Francis argues that the treaty “documents have become guidelines for the lives of those who have had to accept what their ancestors signed….Treaties are living proof of the power that words on paper have to influence lives” (2). Given this power of the treaties as words on paper, City Treaty invokes the example of Shakespeare’s Caliban, seizing the language to make it his own. His Joe stirs up a “native tempest” (49), combining intertexts from canonical English literature, advertising slogans, and pop culture catchphrases with words borrowed from the many native “word drummers” whose work has led the way toward “righting” the treaties, with write spelled as right to underline the point (68). In this way, the poet refuses to limit his imagination to work within a single local tradition, drawing instead on the full ecology of knowledges available to him while processing them through his own local matrix.
Francis’s proposal promises: “I want to take the reader on a paper trail into the bush and the city with a storyline that I will label walking in the bush narrative … “ This phrasing recalls the motto of Zapatista Subcommandante Marcos: “walking while asking questions.” According to Ramon Grosfoguel, “Walking while asking questions is linked to the Trojolabal understanding of democracy as “commanding while obeying” in which “those who command obey, and those who obey command” (99). Like the Zapatistas, Francis’s poem constructs “a world in which other worlds fit” (cited in Gosfoguel 99). His poem celebrates transversal, rather than linear, movement: “The form of my long poem will be like the paths in a bush, rhyzomic” (sic 2). His walking marks bush-informed routes through a city whose grid has been designed elsewhere. For Francis, the city has been imposed on the land but remains subject to the land’s imperatives. The northern-specific “muskeg metaphors” reclaim the power of language from the imperial “word cannibals” who took the land from its original inhabitants.
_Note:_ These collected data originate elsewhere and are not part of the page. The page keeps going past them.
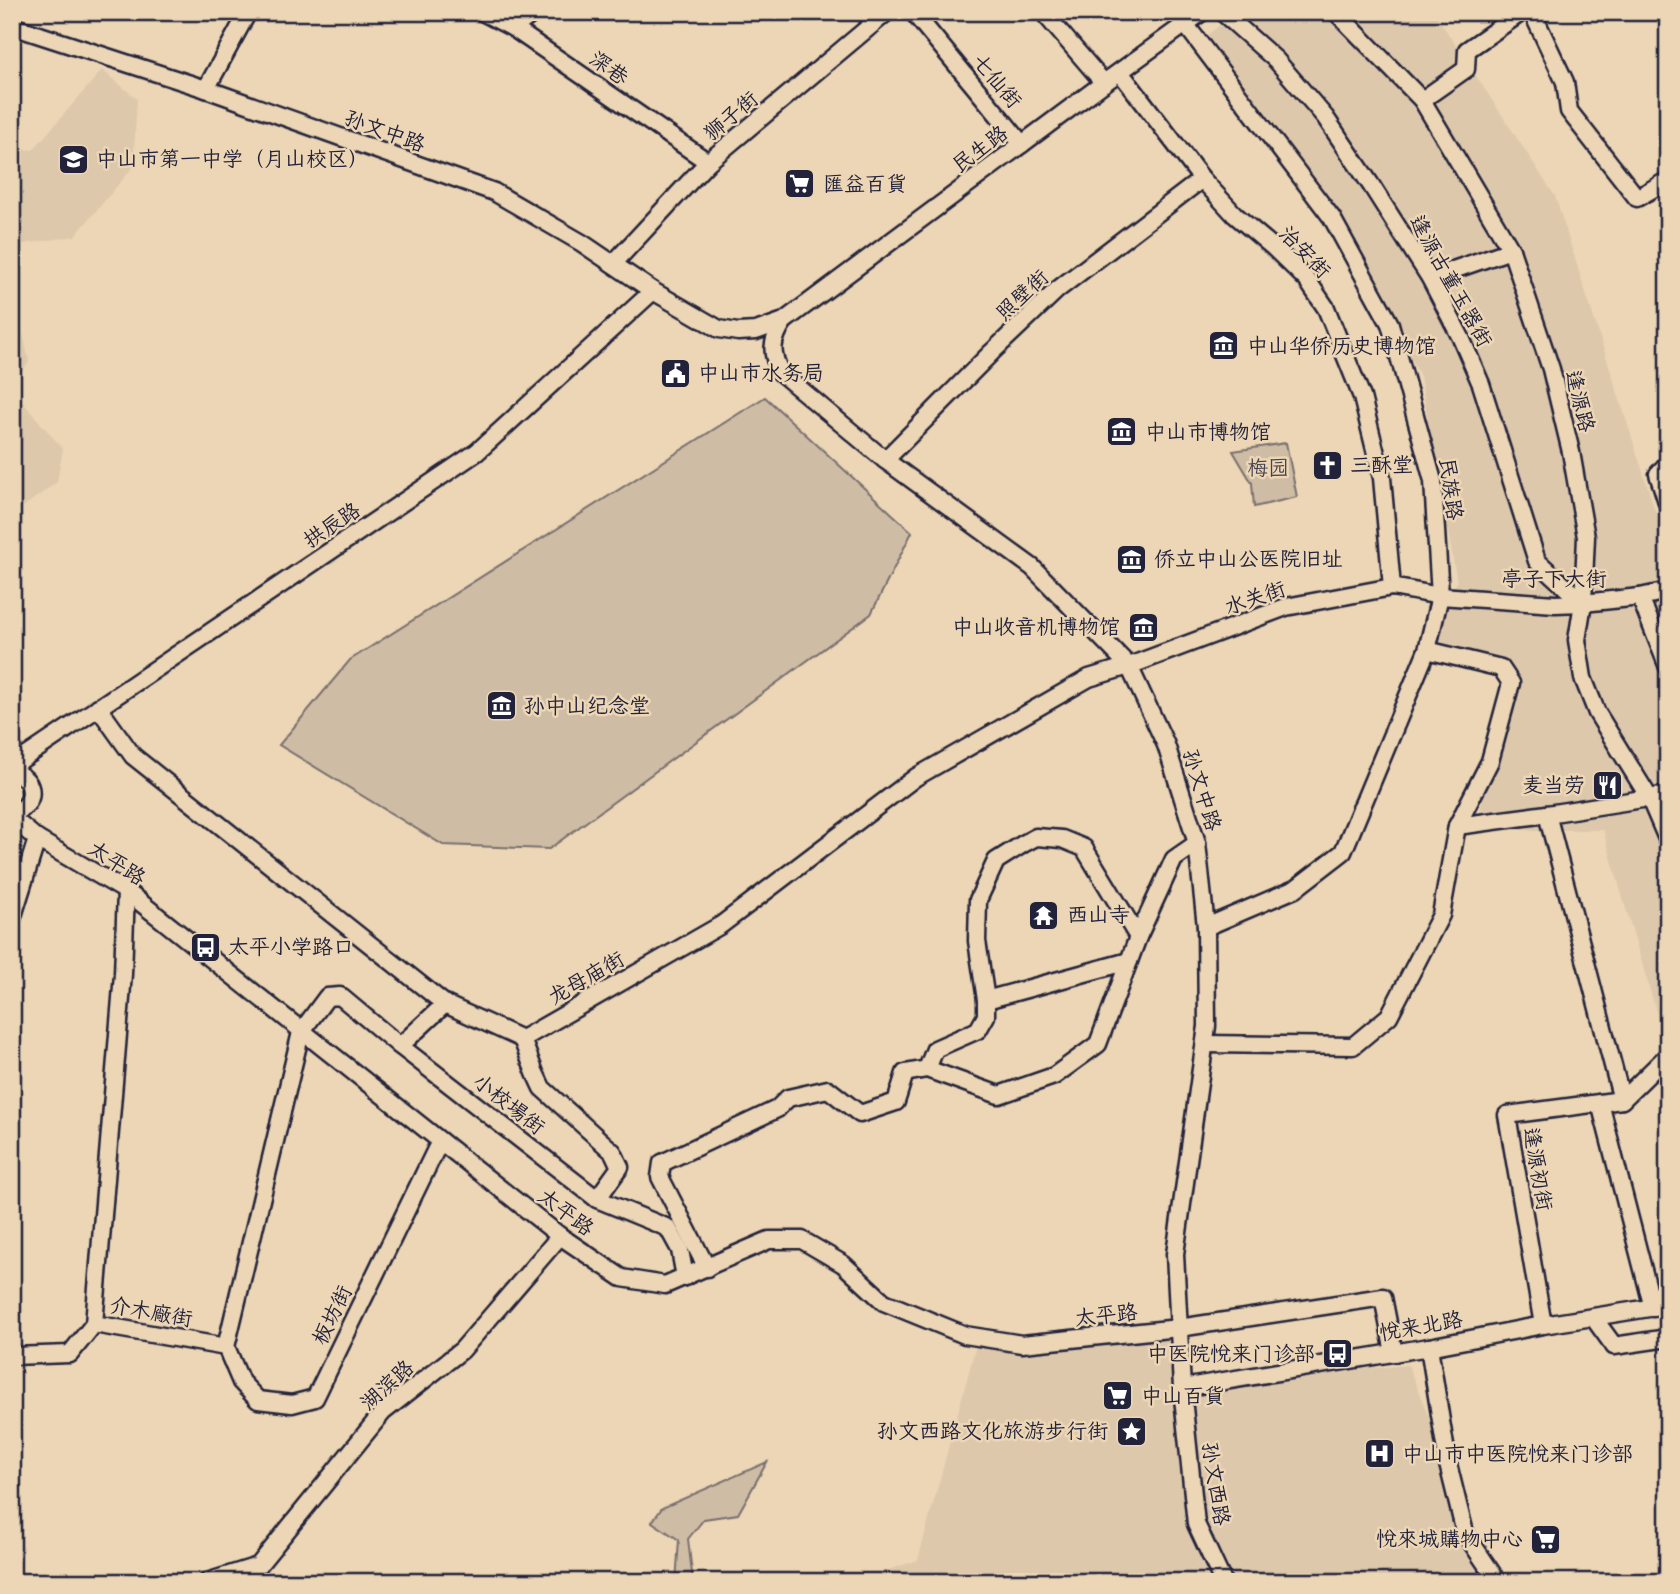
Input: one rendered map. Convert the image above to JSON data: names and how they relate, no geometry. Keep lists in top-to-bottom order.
{
  "streets": {
    "street": [
      "深巷",
      "七仙街",
      "狮子街",
      "孙文中路",
      "民生路",
      "治安街",
      "逢源古董玉器街",
      "照壁街",
      "逢源路",
      "民族路",
      "拱辰路",
      "亭子下大街",
      "水关街",
      "太平路",
      "龙母庙街",
      "小校場街",
      "逢源初街",
      "介木廠街",
      "板坊街",
      "悦来北路",
      "湖滨路",
      "孙文西路"
    ]
  },
  "crossings": [
    ["深巷", "狮子街"],
    ["七仙街", "民生路"],
    ["狮子街", "孙文中路"],
    ["孙文中路", "民生路"],
    ["孙文中路", "照壁街"],
    ["孙文中路", "民族路"],
    ["孙文中路", "拱辰路"],
    ["孙文中路", "水关街"],
    ["孙文中路", "太平路"],
    ["孙文中路", "龙母庙街"],
    ["孙文中路", "悦来北路"],
    ["孙文中路", "孙文西路"],
    ["民生路", "治安街"],
    ["民生路", "民族路"],
    ["治安街", "照壁街"],
    ["治安街", "水关街"],
    ["逢源古董玉器街", "逢源路"],
    ["逢源古董玉器街", "亭子下大街"],
    ["逢源路", "亭子下大街"],
    ["民族路", "亭子下大街"],
    ["民族路", "水关街"],
    ["亭子下大街", "水关街"],
    ["水关街", "龙母庙街"],
    ["太平路", "小校場街"],
    ["太平路", "介木廠街"],
    ["太平路", "板坊街"],
    ["太平路", "悦来北路"],
    ["太平路", "湖滨路"],
    ["逢源初街", "悦来北路"],
    ["介木廠街", "板坊街"],
    ["悦来北路", "孙文西路"]
  ],
  "parks": ["梅园"],
  "places": {
    "school or university": ["中山市第一中学（月山校区）"],
    "supermarket": ["匯益百貨", "中山百貨", "悅來城購物中心"],
    "museum": [
      "中山华侨历史博物馆",
      "中山市博物馆",
      "侨立中山公医院旧址",
      "中山收音机博物馆",
      "孙中山纪念堂"
    ],
    "public building": ["中山市水务局"],
    "church": ["三酥堂"],
    "restaurant": ["麦当劳"],
    "temple": ["西山寺"],
    "bus stop": ["太平小学路口", "中医院悦来门诊部"],
    "place": ["孙文西路文化旅游步行街"],
    "hospital": ["中山市中医院悦来门诊部"]
  }
}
The poem is cynical about the history of Canada in which treaties have been signed but not honoured. He claims dismissively: “treaty language / easy translate / you will lose” (49). In other words, the winners write the history and their versions triumph. That cynicism is deepened when he asks: “how about a / mcTreatyTM / would you like some lies with that?” (6)—where the trademark symbol after mcTreaty is footnoted as “treaty manuscript.” McDonalds has become a global signifier of global capitalism and the prefix “mc” has come to signify commodification in all its forms. A “mcjob”, for example, is slang for a job at McDonalds, poorly paid and insecure. Its use here, tied to the double signification of TM, underlines the close connections between imperialism and capitalism, which in turn link the historical site on which the city was built to the contemporary city of Winnipeg. There is also an unarticulated half rhyme linking “lies” to “fries” through recalling the unspoken McDonalds formula, spoken by all servers: “Would you like some fries with that?” Through this echo, colonial lies mark an automatic betrayal of the original promise of reciprocal negotiation between equals embodied in the treaties from the indigenous perspective.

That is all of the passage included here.